- [Aim of the exercise]: In your copy, include every record exactly and no pictures.
- - -
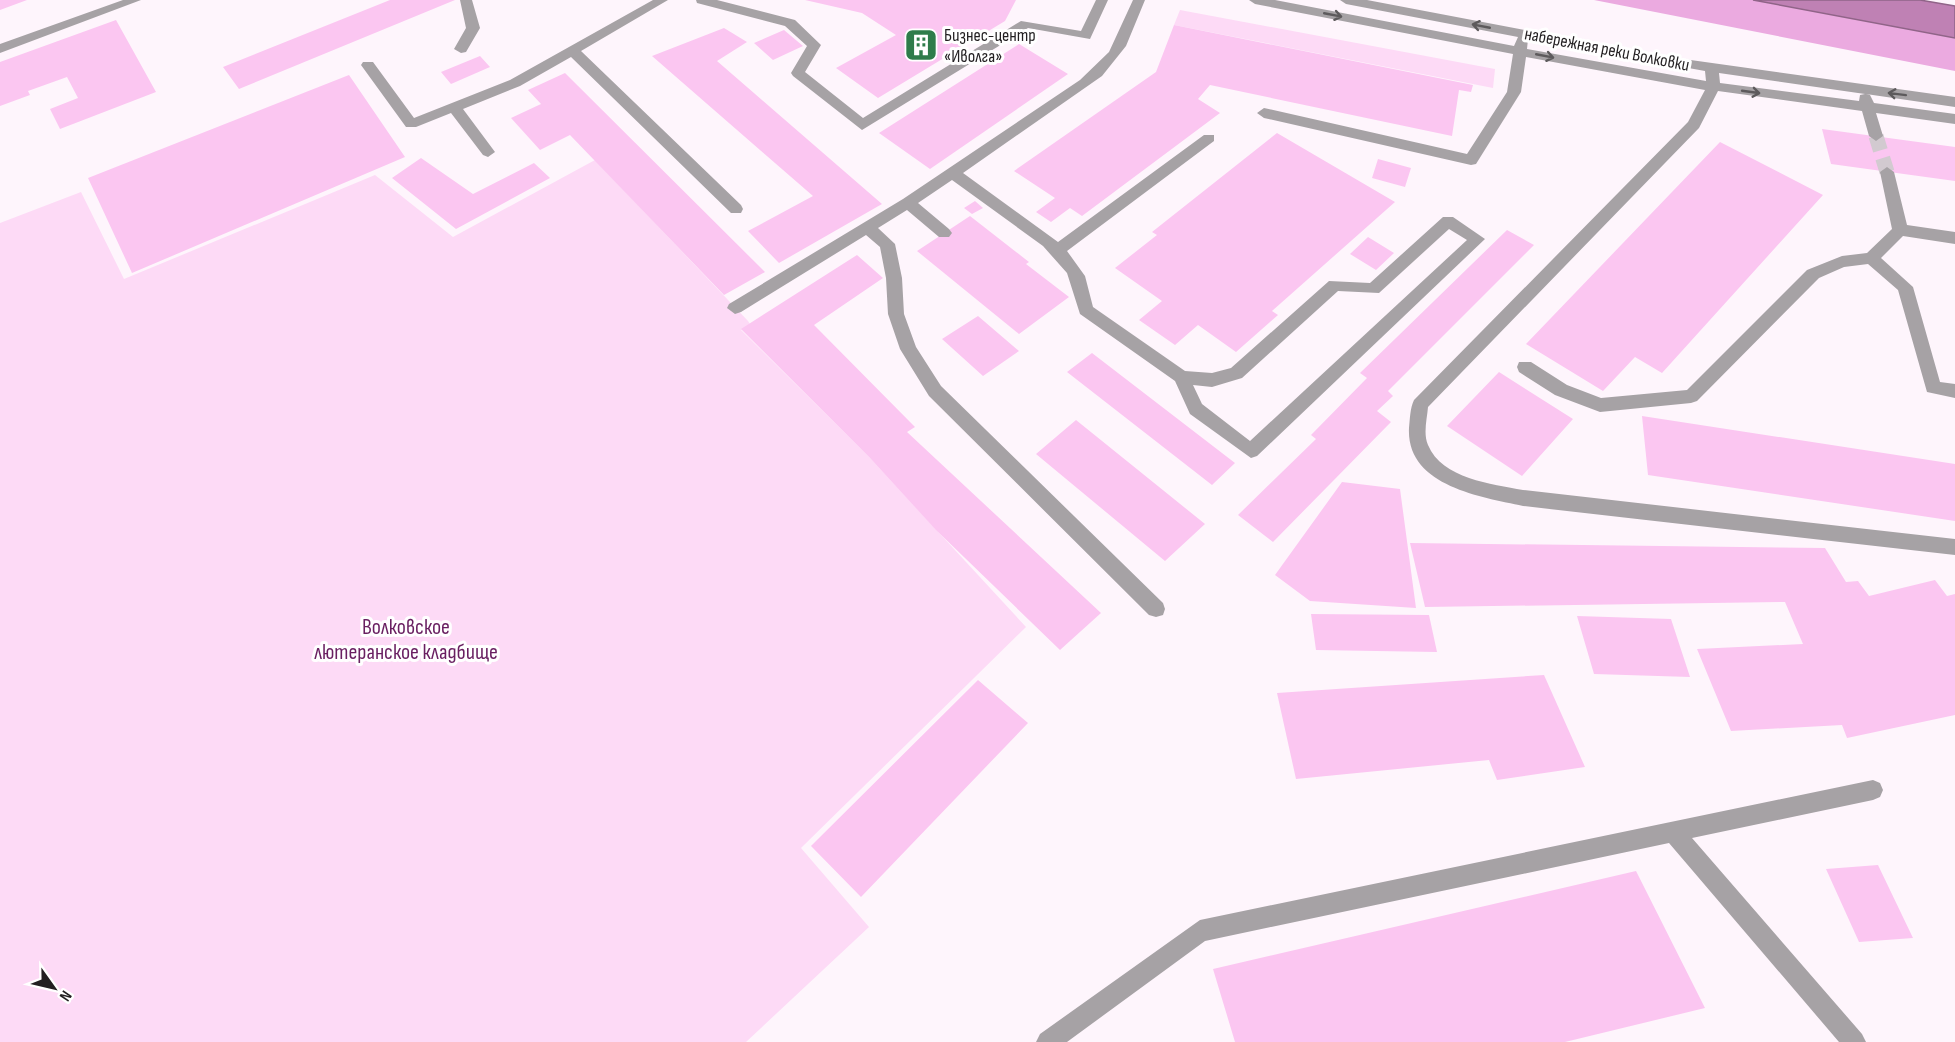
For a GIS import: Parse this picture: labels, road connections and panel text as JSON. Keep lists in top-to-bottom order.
{
  "streets": {
    "street": ["набережная реки Волковки"]
  },
  "parks": ["Волковское лютеранское кладбище"],
  "places": {
    "building": ["Бизнес-центр «Иволга»"]
  },
  "north": "bottom right"
}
- - -
- [Written solution]:
For a GIS import: Parse this picture: labels, road connections and panel text as JSON. Keep lists in top-to-bottom order.
{
  "streets": {
    "street": ["набережная реки Волковки"]
  },
  "parks": ["Волковское лютеранское кладбище"],
  "places": {
    "building": ["Бизнес-центр «Иволга»"]
  },
  "north": "bottom right"
}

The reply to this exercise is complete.